Death + the Economy Death + the Law

Home Funerals (clap clap clap) Deep in the Heart of Texas

Meeting Offers Information on Home Funerals
Jeffrey Weiss, The Dallas Morning News (April 12, 2010)

When the Death Reference Desk formally launched in the summer of 2009, it became clear that economic issues related to death and dying would continually pop up. Earlier this week, The Dallas Morning News ran an article on home funerals which echoes a July article on the same subject in the New York Times.

And the Death + the Economy section of Death Ref contains a wide array of related articles.

In a nutshell, all of the articles on home funerals explain that many people are interested in taking care of the dead body (without the assistance of a funeral director) because it is cheaper. While that’s true, and I am the first to say that funerals are too expensive, I’m not so sure that money is a huge force behind the interest in home funerals. From what I can gather, it seems as if the people exploring the idea of a home funeral are middle income earners and higher and that the interested parties want a more personal service. This all makes sense too. Indeed, the return of home funerals isn’t so much an innovation as a throwback to 19th century funeral practices. This is a historical point often missed by reporters working the home funeral beat.

The article sums up the Texas home burial workshop this way:

But why would someone want to take charge of his own funeral? The most obvious reason is price. Depending on how much of the preparation is done at home, the family could save thousands of dollars. But there are emotional reasons as well, Bates said.

His mother died in 2000 in Arlington. And while a funeral home dealt with much of the preparation, the family wanted her buried where she grew up, in Tulia. So they rented a van, put the coffin in the back and stopped at places along the way where she had visited.

“It was good for all of us,” Bates said.

So there you have it. A nice combination of funeral thrift and personalized memorialization. In the event that combination seems too poigant here is a predictably over-the-top CNN video about a graveyard offering a buy-one-get-the-second-grave-for-50%-off sale.
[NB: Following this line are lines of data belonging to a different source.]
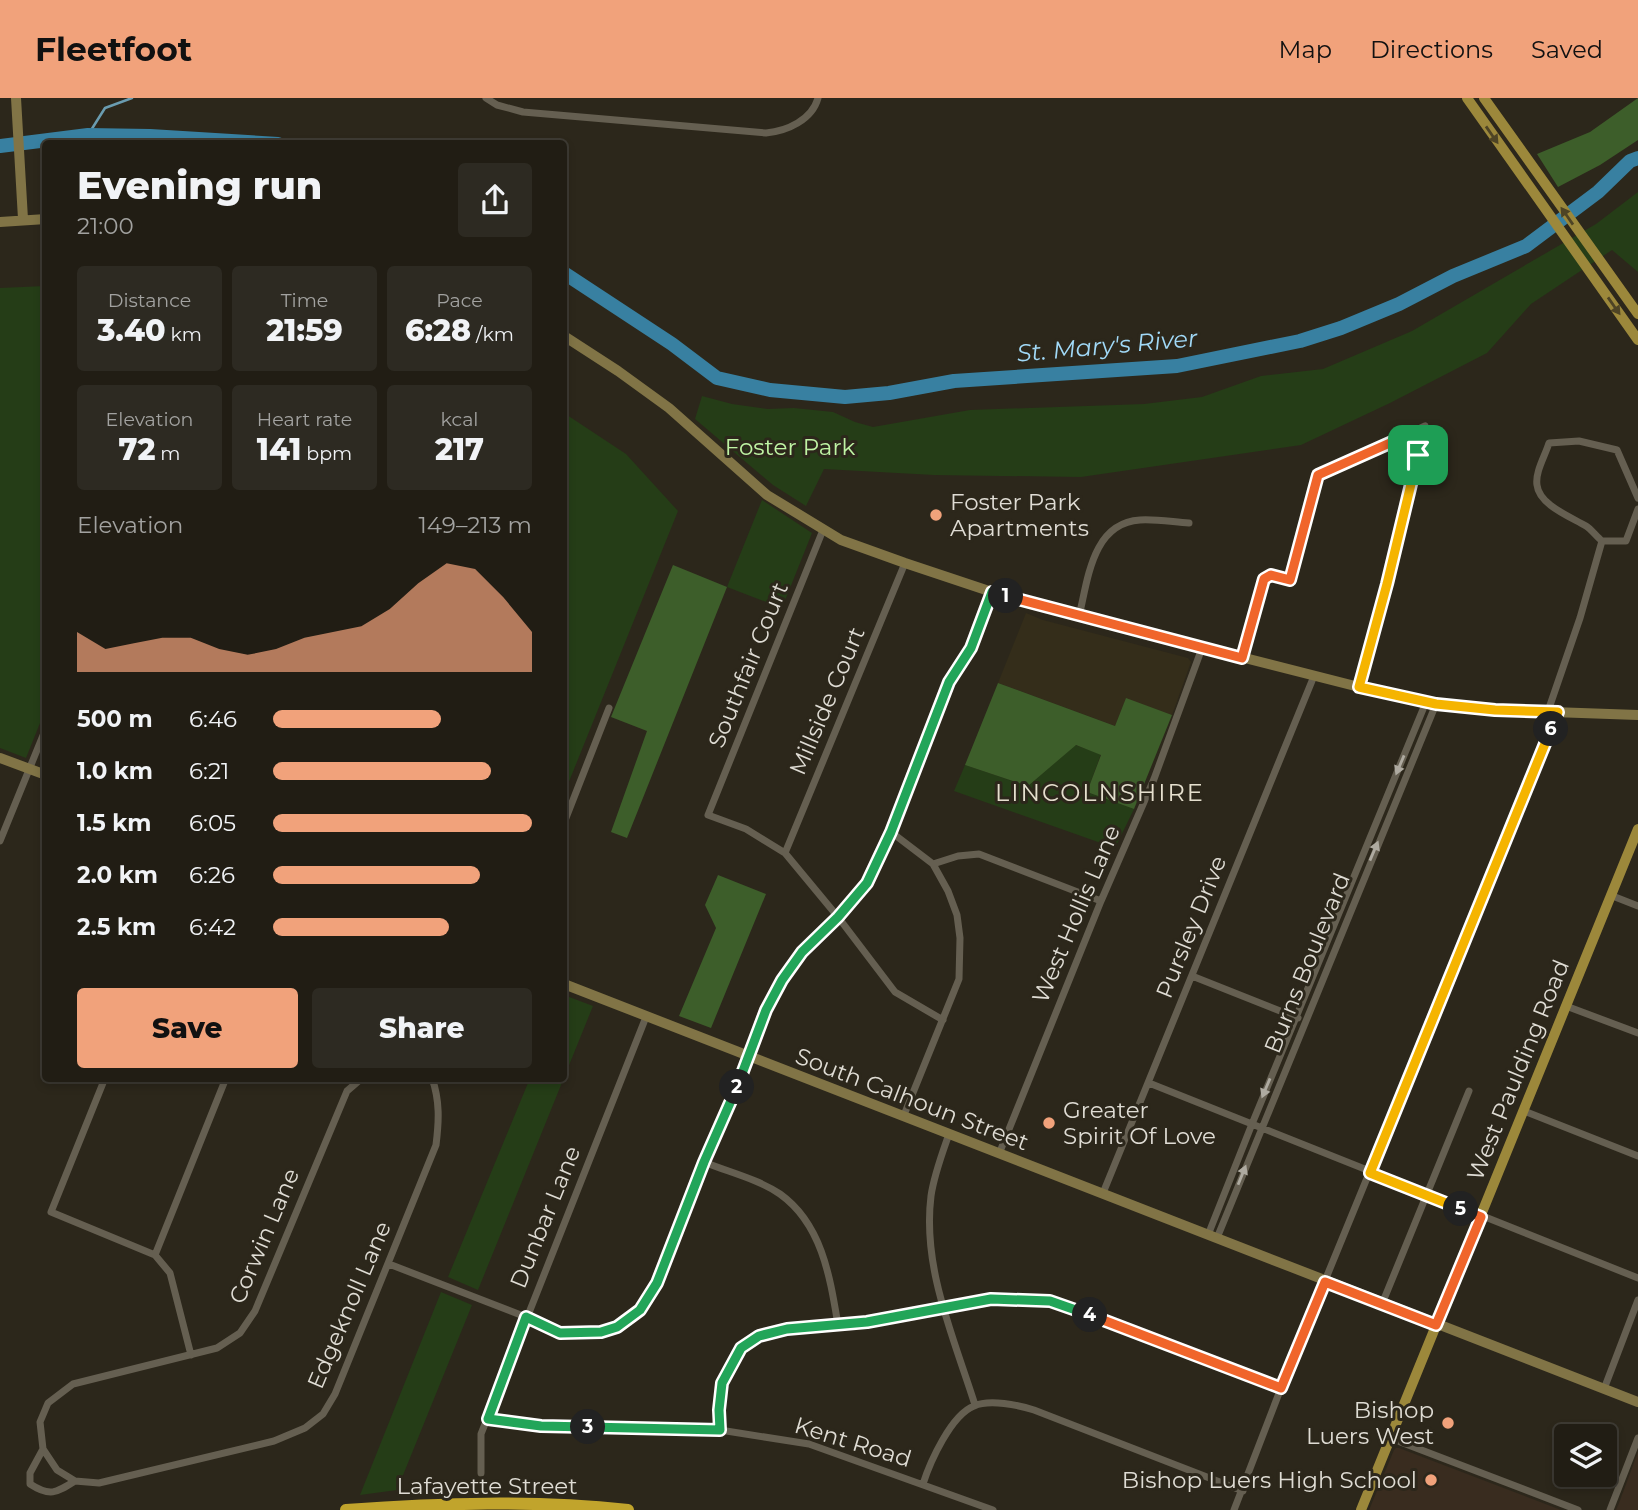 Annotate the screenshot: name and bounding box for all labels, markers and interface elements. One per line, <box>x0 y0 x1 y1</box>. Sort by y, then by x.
text: Fleetfoot <box>35 29 192 69</box>
text: Map <box>1279 35 1332 64</box>
text: Directions <box>1370 35 1493 64</box>
text: Saved <box>1531 35 1603 64</box>
one-way arrow <box>1485 125 1498 144</box>
text: Evening run <box>77 162 322 209</box>
button: share <box>458 163 532 237</box>
one-way arrow <box>1560 207 1574 225</box>
text: 21:00 <box>77 212 134 240</box>
text: Distance <box>108 289 191 312</box>
text: Time <box>281 289 328 312</box>
text: Pace <box>436 289 483 312</box>
one-way arrow <box>1607 297 1621 315</box>
text: 3.40 <box>97 312 165 349</box>
text: 21:59 <box>266 312 343 349</box>
text: 6:28 <box>405 312 471 349</box>
text: km <box>165 323 202 346</box>
text: /km <box>471 323 514 346</box>
water label: St. Mary's River <box>1015 323 1200 368</box>
text: Elevation <box>106 408 193 431</box>
text: Heart rate <box>257 408 352 431</box>
text: kcal <box>441 408 478 431</box>
pin <box>1388 425 1448 485</box>
text: 72 <box>118 431 155 468</box>
text: 141 <box>257 431 301 468</box>
text: 217 <box>435 431 484 468</box>
park label: Foster Park <box>725 433 855 461</box>
icon: arrive <box>1399 436 1437 474</box>
text: m <box>155 442 181 465</box>
text: bpm <box>301 442 352 465</box>
place label: Foster Park Apartments <box>950 488 1089 542</box>
marker: Foster Park Apartments <box>928 507 944 523</box>
text: Elevation <box>77 511 183 539</box>
text: 149–213 m <box>419 511 532 539</box>
street label: Southfair Court <box>702 578 794 752</box>
pin: 1 <box>988 578 1024 614</box>
text: 1 <box>1002 584 1009 607</box>
street label: Millside Court <box>783 623 871 779</box>
text: 500 m <box>77 705 153 733</box>
text: 6:46 <box>189 705 237 733</box>
pin: 6 <box>1534 712 1568 746</box>
text: 6 <box>1544 717 1557 740</box>
one-way arrow <box>1394 755 1405 776</box>
text: 1.0 km <box>77 757 153 785</box>
text: 6:21 <box>189 757 229 785</box>
district label: LINCOLNSHIRE <box>995 778 1205 807</box>
text: 1.5 km <box>77 809 151 837</box>
text: 6:05 <box>189 809 236 837</box>
street label: West Hollis Lane <box>1026 821 1126 1007</box>
one-way arrow <box>1368 841 1380 861</box>
street label: Pursley Drive <box>1150 852 1232 1002</box>
text: 2.0 km <box>77 861 158 889</box>
text: 6:26 <box>189 861 235 889</box>
street label: Burns Boulevard <box>1258 869 1356 1057</box>
text: 2.5 km <box>77 913 156 941</box>
text: 6:42 <box>189 913 236 941</box>
street label: West Paulding Road <box>1461 956 1575 1184</box>
button: Save <box>77 988 298 1068</box>
button: Share <box>312 988 532 1068</box>
street label: South Calhoun Street <box>792 1042 1032 1156</box>
pin: 2 <box>720 1070 754 1104</box>
text: 2 <box>731 1075 742 1098</box>
one-way arrow <box>1261 1078 1272 1099</box>
place label: Greater Spirit Of Love <box>1063 1096 1216 1150</box>
marker: Greater Spirit Of Love <box>1041 1115 1057 1131</box>
street label: Dunbar Lane <box>504 1142 586 1292</box>
street label: Corwin Lane <box>223 1164 305 1308</box>
one-way arrow <box>1236 1165 1248 1185</box>
pin: 5 <box>1444 1192 1478 1226</box>
text: 5 <box>1455 1197 1466 1220</box>
street label: Edgeknoll Lane <box>301 1217 397 1393</box>
pin: 4 <box>1072 1298 1108 1332</box>
text: 4 <box>1083 1303 1096 1326</box>
place label: Bishop Luers West <box>1306 1396 1434 1450</box>
pin: 3 <box>570 1410 606 1444</box>
street label: Kent Road <box>791 1411 915 1473</box>
text: 3 <box>582 1415 593 1438</box>
marker: Bishop Luers West <box>1440 1415 1456 1431</box>
map controls <box>1554 1424 1617 1487</box>
button: layers <box>1554 1424 1617 1487</box>
place label: Bishop Luers High School <box>1122 1466 1417 1494</box>
street label: Lafayette Street <box>396 1472 578 1500</box>
marker: Bishop Luers High School <box>1423 1472 1439 1488</box> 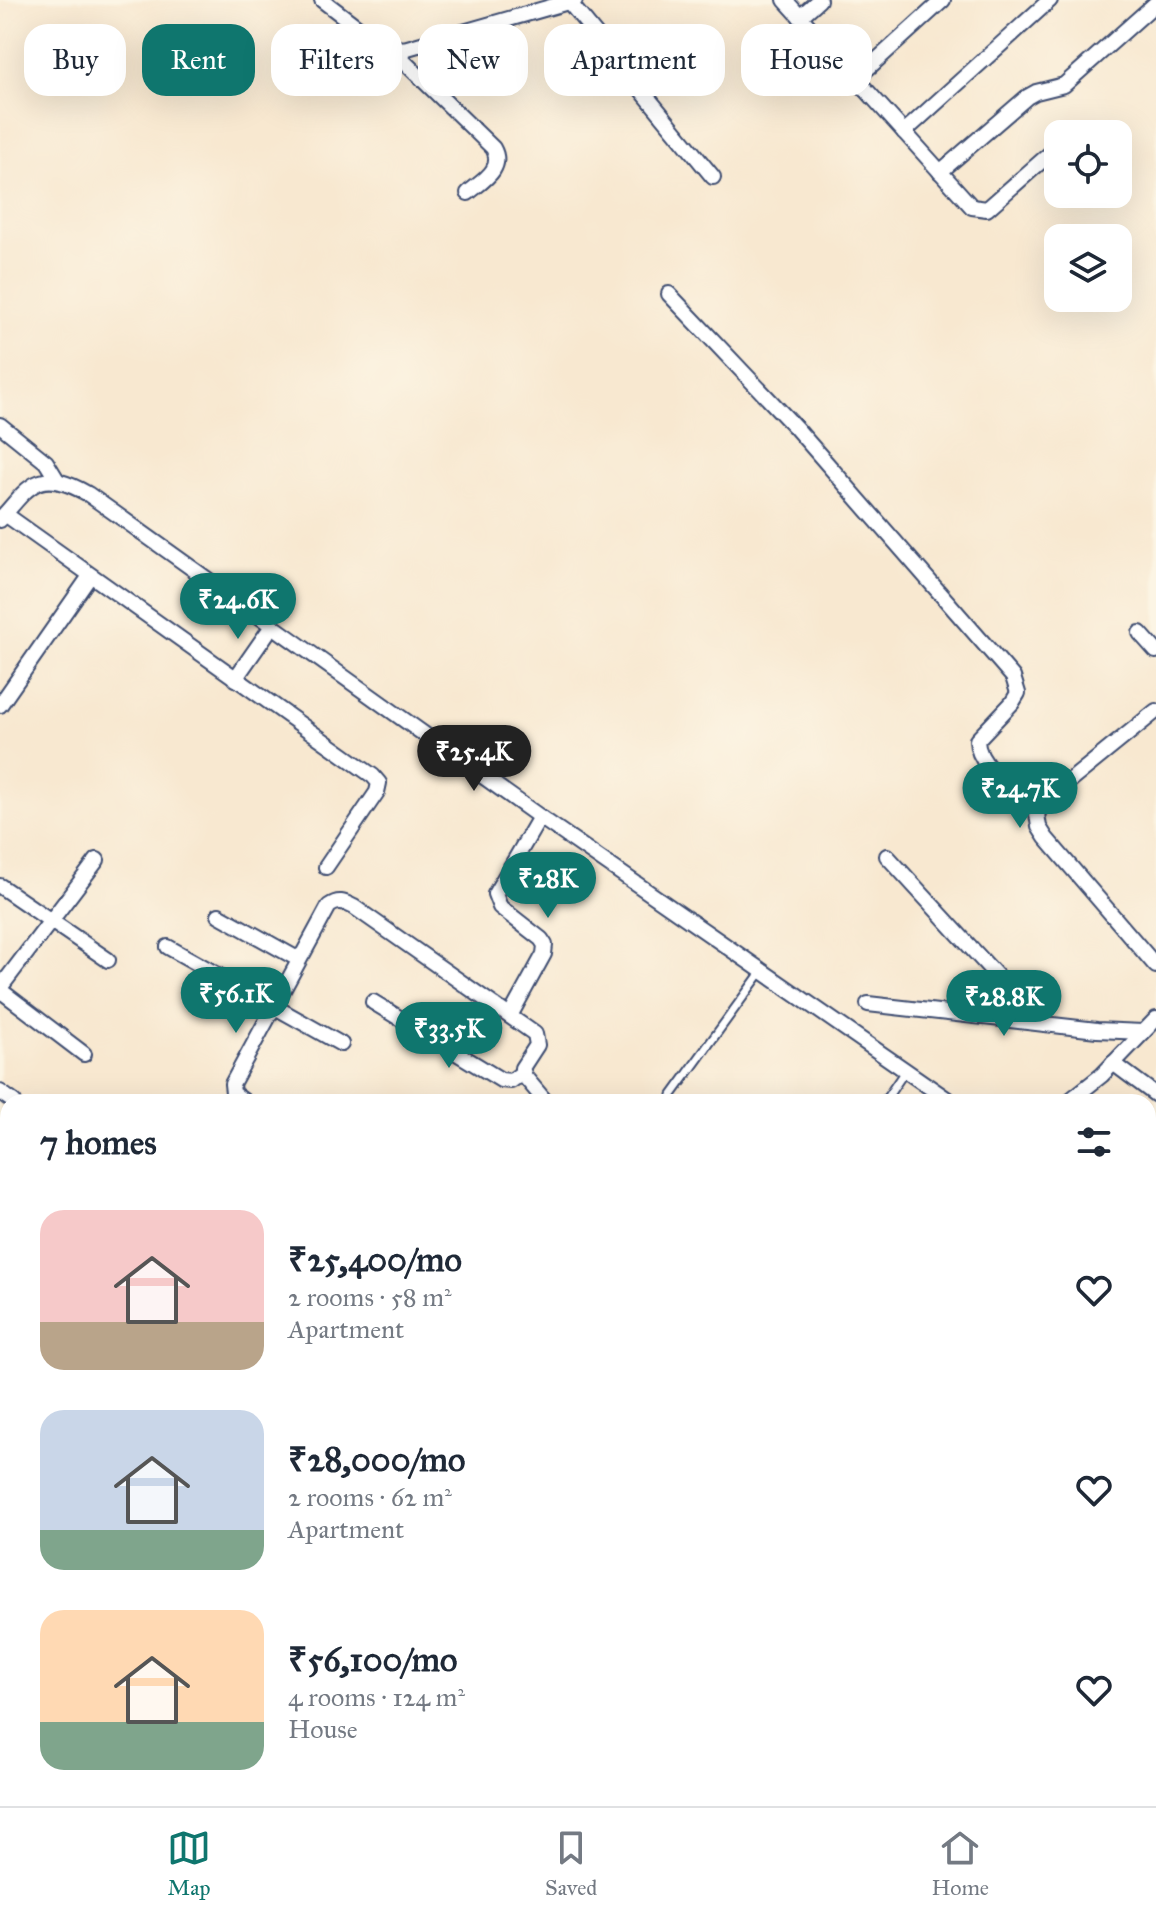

The classy title sums it up.

CNN: “Sometimes you gotta think outside the box”

3 replies on “Home Funerals (clap clap clap) Deep in the Heart of Texas”

Here is a website that lists home funeral guides all across the United States. There is more and more interest and people are getting trained in how to do this so that when it is necessary for a funeral in their family they will have the skill and knowledge on what their options are and can easily choose to do a home funeral themselves.

What is needed on Home Funerals is for training in Home Funerals to occur in Mortuary Schools. Joshua Slocum and Lisa Carlson will be offering some helpful advice on Making that happen in their upcoming book on this subject.

Final Rights Reclaiming the American Way of Death-due out in late 2010.

Thanks for posting on home funerals, the more bloggers that do this, the wider acceptance by Funeral Directors and the public at large.

Your Funeral Guy-a licensed funeral director who advocates home funerals.